Por meio das redes sociais, o ex-prefeito de Palmas, Carlos Amastha (PSB), manifestou-se na manhã desta quinta-feira (23) sobre a Operação Carta Marcada, deflagrada pela Polícia Federal na última terça-feira, com o objetivo de desarticular esquema criminoso montado por agentes políticos, funcionários públicos e empresários durante a gestão do ex-gestor.

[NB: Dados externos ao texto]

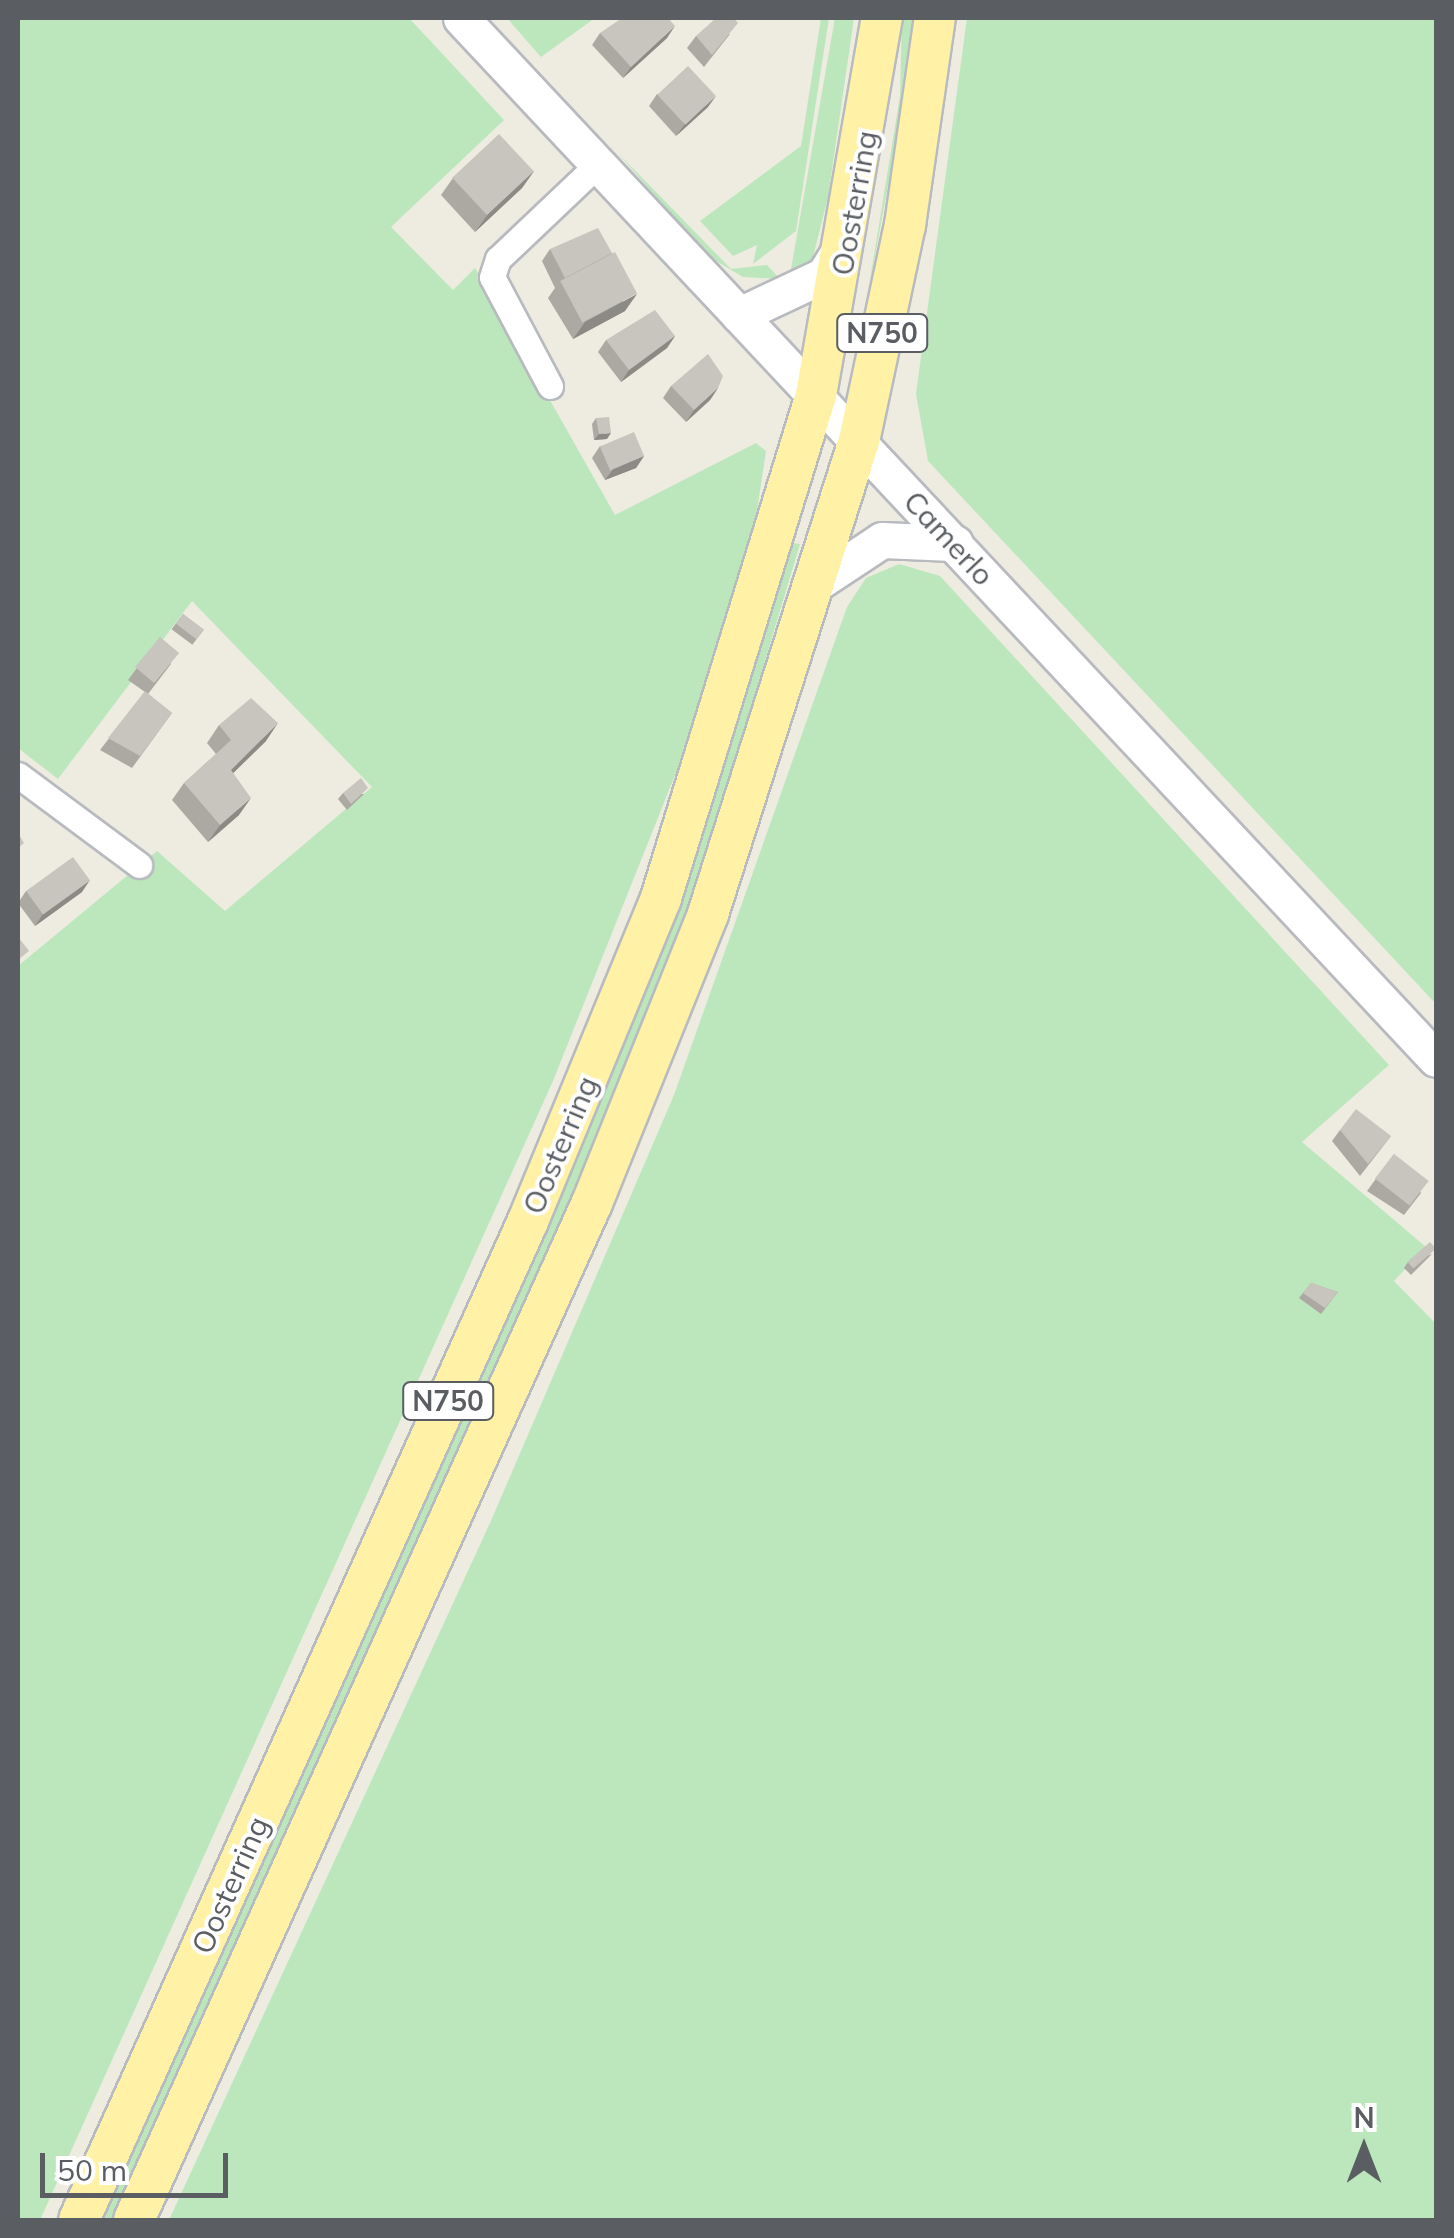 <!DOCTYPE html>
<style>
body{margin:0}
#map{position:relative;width:1454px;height:2238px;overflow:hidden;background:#eeebe1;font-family:Mulish,sans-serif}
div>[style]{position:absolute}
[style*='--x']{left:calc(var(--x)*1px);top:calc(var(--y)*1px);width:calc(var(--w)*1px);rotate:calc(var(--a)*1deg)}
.green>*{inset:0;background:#bce7bc}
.roads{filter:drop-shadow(2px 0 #b7babf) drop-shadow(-2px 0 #b7babf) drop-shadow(0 2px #b7babf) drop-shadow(0 -2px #b7babf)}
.minor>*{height:25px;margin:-12.5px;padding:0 12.5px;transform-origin:12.5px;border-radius:12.5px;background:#fff}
.secondary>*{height:35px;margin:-17.5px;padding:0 17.5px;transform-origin:17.5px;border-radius:17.5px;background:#fff}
.primary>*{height:40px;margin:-20px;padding:0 20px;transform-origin:20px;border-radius:20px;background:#fff1a5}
.wall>*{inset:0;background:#aca9a3;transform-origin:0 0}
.shaded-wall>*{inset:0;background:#8c8a85}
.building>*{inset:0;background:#c8c5be;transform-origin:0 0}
span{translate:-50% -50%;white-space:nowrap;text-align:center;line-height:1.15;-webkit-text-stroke:8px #fff;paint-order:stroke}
.shield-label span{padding:2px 8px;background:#fff;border:2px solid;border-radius:8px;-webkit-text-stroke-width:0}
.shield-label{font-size:28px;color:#5a5e63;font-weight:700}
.street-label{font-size:30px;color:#5a5e63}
.frame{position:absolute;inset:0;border:20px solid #5a5e63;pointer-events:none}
.north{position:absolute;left:1314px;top:2098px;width:100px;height:100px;-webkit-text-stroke:8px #fff;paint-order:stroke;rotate:0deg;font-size:28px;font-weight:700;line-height:40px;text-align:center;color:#5a5e63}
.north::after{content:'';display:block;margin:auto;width:35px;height:45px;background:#5a5e63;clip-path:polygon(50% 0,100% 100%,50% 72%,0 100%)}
.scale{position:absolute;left:40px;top:2153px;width:188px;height:45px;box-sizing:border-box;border:5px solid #5a5e63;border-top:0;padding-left:12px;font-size:30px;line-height:35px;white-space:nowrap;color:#5a5e63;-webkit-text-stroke:8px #fff;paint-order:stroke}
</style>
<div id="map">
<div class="green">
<div style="clip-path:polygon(18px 18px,409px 18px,504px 120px,391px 227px,453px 290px,475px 268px,615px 515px,756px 443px,766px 451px,755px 524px,677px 770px,553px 1081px,40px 2220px,18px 2220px,18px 966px,157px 851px,225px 911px,372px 787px,192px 601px,58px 779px,18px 748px)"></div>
<div style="clip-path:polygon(507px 18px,595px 18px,541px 57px)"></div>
<div style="clip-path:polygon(821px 18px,829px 18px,796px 231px,753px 264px,757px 245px,733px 256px,700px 221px,801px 146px)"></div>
<div style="clip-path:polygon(835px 18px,854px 18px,828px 197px,811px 265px,790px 275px)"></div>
<div style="clip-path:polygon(902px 18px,919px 18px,865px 310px,900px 96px)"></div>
<div style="clip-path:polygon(967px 18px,1436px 18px,1436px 1004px,928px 461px,916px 394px)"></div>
<div style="clip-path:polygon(619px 154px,731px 269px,767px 265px,780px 279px,743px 277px,706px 255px)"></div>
<div style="clip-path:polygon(792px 543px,800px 544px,736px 757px,734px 801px,619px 1103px,118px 2220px,96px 2220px,653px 958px)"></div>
<div style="clip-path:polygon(899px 564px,940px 576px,1389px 1065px,1302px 1142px,1426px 1247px,1394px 1281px,1436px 1324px,1436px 2220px,169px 2220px,490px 1523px,674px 1095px,847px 607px,866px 578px)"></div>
</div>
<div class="roads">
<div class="minor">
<div style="--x:550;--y:386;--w:123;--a:-118"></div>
<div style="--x:492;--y:277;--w:19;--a:-72"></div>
<div style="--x:498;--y:259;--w:138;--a:-43.5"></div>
<div style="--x:18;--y:775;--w:151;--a:36.6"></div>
</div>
<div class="secondary">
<div style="--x:461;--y:18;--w:1426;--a:46.88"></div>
<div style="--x:739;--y:315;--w:94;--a:-25.2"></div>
<div style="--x:824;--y:275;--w:34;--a:-58"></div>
<div style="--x:820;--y:581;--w:74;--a:-33.5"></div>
<div style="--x:882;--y:540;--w:73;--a:2.4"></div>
</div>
<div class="primary">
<div style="--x:79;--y:2220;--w:1095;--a:-65.8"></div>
<div style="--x:528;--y:1221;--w:349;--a:-67.6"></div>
<div style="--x:661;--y:898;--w:526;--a:-72.87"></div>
<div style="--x:816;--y:395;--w:383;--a:-80.1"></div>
<div style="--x:134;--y:2220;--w:1115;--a:-65.76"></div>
<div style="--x:592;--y:1203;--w:311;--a:-68.1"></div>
<div style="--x:708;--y:914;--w:497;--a:-72.3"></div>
<div style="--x:859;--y:441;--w:221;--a:-78"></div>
<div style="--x:905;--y:225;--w:209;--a:-81.8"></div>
</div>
</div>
<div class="wall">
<div style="clip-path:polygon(600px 33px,667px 38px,623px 78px,592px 45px)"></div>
<div style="clip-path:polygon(730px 34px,704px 67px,687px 48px,696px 36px)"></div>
<div style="clip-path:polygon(657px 94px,708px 107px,676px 136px,649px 106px)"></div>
<div style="clip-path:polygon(534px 171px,522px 188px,475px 232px,441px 195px,453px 178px)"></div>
<div style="clip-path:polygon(550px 249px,612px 253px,625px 311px,573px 339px,548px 298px,555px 288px,542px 261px)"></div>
<div style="clip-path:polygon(675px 336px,667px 348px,621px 382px,598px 352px,606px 340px)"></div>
<div style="clip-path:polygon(671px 386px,718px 388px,710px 400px,686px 422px,663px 398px)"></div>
<div style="clip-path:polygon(596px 418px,607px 439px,594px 440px,592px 424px)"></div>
<div style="clip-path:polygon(600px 446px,644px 456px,636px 468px,605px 480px,592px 458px)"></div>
<div style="left:183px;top:614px;width:26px;height:19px;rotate:37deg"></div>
<div style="clip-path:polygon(160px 637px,171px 664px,148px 694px,172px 713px,132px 768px,100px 750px,145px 692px,128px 680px)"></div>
<div style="clip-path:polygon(219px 725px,266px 741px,233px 773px,239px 815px,208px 842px,172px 800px,184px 783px,216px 754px,207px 743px)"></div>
<div style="clip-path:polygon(343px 793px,364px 794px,347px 810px,338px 799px)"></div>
<div style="clip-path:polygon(26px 891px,82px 892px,35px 926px,18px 903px)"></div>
<div style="clip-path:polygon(1340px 1130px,1391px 1136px,1360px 1176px,1332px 1141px)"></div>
<div style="clip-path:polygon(1394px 1154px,1421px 1193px,1404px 1215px,1367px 1191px)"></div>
<div style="clip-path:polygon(1432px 1254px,1411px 1275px,1404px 1268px,1408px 1262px)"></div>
<div style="clip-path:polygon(1311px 1283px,1338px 1292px,1321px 1314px,1299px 1298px)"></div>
</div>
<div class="shaded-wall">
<div style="clip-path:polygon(675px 26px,667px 38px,623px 78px,631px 67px)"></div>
<div style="clip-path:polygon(716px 96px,708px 107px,676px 136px,685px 124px)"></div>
<div style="clip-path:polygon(534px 171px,522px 188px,475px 232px,488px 214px)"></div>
<div style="clip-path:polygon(637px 294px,625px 311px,573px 339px,585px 322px)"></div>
<div style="clip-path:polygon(675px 336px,667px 348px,621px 382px,629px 370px)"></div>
<div style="clip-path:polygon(718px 388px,710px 400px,686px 422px,694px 410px)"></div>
<div style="clip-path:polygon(611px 433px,607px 439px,594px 440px,599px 434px)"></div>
<div style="clip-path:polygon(644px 456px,636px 468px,605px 480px,614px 468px)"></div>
<div style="clip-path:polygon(278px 723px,266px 741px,219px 787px,231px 770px)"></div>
<div style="clip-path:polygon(251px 798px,239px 815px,208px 842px,220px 825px)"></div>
<div style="clip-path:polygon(90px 880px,82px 892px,35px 926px,43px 914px)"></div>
</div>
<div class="building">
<div style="clip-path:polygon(622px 18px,668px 18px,675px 26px,631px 67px,600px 33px)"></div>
<div style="clip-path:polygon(716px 18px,734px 18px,738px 23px,712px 55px,696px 36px)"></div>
<div style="left:688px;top:66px;width:41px;height:42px;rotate:47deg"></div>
<div style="left:499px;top:134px;width:51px;height:64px;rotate:47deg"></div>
<div style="clip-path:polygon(598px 228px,612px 253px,565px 278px,550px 249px)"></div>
<div style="left:615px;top:252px;width:47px;height:62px;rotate:62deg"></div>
<div style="clip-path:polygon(655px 310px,675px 336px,629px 370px,606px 340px)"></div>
<div style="clip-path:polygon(708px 354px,723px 376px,718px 388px,694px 410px,671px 386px)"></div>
<div style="clip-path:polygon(609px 417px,611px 433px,599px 434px,596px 418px)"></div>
<div style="left:634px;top:432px;width:26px;height:37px;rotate:67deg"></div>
<div style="left:183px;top:614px;width:26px;height:12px;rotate:37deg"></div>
<div style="left:160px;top:637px;width:25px;height:39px;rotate:40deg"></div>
<div style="clip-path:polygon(145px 691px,172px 713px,140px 756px,108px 738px)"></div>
<div style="clip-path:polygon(251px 698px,278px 723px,231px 770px,251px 798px,220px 825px,184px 783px,231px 740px,219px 725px)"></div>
<div style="clip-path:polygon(361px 778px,368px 788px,351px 804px,343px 793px)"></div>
<div style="clip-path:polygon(18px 833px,24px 843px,18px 848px)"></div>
<div style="left:73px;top:857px;width:29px;height:58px;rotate:54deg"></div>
<div style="clip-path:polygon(19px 938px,29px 951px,18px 960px,18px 939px)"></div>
<div style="clip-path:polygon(1356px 1109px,1391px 1136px,1368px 1164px,1340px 1130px)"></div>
<div style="left:1394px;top:1154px;width:44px;height:31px;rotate:38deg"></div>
<div style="left:1430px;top:1242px;width:9px;height:30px;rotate:49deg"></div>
<div style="clip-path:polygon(1311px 1283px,1338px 1292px,1325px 1308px,1303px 1293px)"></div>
</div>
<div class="shield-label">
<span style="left:882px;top:333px">N750</span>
<span style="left:448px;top:1401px">N750</span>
</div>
<div class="street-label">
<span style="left:854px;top:203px;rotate:-80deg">Oosterring</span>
<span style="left:949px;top:538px;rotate:47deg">Camerlo</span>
<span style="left:560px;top:1145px;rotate:-67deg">Oosterring</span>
<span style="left:230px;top:1885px;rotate:-66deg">Oosterring</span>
</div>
<div class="frame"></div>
<div class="north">N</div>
<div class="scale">50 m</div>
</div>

Visivelmente indignado, Amastha pediu perdão aos ex-secretários presos durante a Operação e fez uma imposição à Controladoria-Geral da União (CGU). ”Eu tou exigindo que o ‘tal’ do superintendente da CGU vir a público, assim como foi em rede nacional ao envergonhar a nossa cidade, falando de 15 milhões de desvio, na segunda-feira, na minha frente, ele vai explicar onde ele achou esses 15 milhões”, afirmou.

ALVOS DA OPERAÇÃO

A decisão do juiz João Paulo Abe autorizou mandado de busca e apreensão em endereços ligados aos ex-prefeito Carlos Amastha e a prisão temporária de Adir Cardoso Gentil (ex-secretário de Planejamento e Gestão), Christian Zini Amorim (ex-secretário de Infraestrutura), Cláudio De Araujo Schuller (ex-secretário de Finanças), Marco Zacaner Gil (empresário), Luciano Valadares Rosa (empresário), Carlo Raniere Soares Mendonça (empresário), Cleide Brandão Alvarenga (ex-secretária de Desenvolvimento Econômico) e José Emílio Houat (empresário).

Outras pessoas ligadas ao núcleo tiveram a prisão temporária solicitada mas o pedido foi negado pelo juiz, são eles: Públio Borges Alves (ex-procurador do Município), Otoniel Andrade Costa (ex-prefeito de Porto Nacional), Douglas Resende (ex-pregoeiro), Luiz Carlos Alves Teixeira (ex-secretário de saúde e infraestrutura) e Berenice de Fátima Barbosa de Castro Freitas (ex-secretária de Educação).